» Goal of the exercise:
The records are to be reproduced verbatim.
━━━━━ Data provided
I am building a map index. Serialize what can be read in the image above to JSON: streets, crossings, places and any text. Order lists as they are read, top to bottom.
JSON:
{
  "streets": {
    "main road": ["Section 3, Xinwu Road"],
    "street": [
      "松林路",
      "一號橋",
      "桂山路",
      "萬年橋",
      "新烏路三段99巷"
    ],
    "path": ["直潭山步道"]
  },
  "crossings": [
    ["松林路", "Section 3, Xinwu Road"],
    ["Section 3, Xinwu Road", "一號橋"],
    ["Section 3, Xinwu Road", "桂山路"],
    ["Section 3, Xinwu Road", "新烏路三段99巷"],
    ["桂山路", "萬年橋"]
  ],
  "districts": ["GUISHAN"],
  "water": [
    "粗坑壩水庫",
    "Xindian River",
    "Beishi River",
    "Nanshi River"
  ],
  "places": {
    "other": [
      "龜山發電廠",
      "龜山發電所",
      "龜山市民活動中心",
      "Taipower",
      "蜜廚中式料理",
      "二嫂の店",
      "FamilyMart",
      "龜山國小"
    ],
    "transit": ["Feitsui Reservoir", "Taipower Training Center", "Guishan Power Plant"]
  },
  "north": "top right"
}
━━━━━━━━━━
» Exercise result:
I am building a map index. Serialize what can be read in the image above to JSON: streets, crossings, places and any text. Order lists as they are read, top to bottom.
JSON:
{
  "streets": {
    "main road": ["Section 3, Xinwu Road"],
    "street": [
      "松林路",
      "一號橋",
      "桂山路",
      "萬年橋",
      "新烏路三段99巷"
    ],
    "path": ["直潭山步道"]
  },
  "crossings": [
    ["松林路", "Section 3, Xinwu Road"],
    ["Section 3, Xinwu Road", "一號橋"],
    ["Section 3, Xinwu Road", "桂山路"],
    ["Section 3, Xinwu Road", "新烏路三段99巷"],
    ["桂山路", "萬年橋"]
  ],
  "districts": ["GUISHAN"],
  "water": [
    "粗坑壩水庫",
    "Xindian River",
    "Beishi River",
    "Nanshi River"
  ],
  "places": {
    "other": [
      "龜山發電廠",
      "龜山發電所",
      "龜山市民活動中心",
      "Taipower",
      "蜜廚中式料理",
      "二嫂の店",
      "FamilyMart",
      "龜山國小"
    ],
    "transit": ["Feitsui Reservoir", "Taipower Training Center", "Guishan Power Plant"]
  },
  "north": "top right"
}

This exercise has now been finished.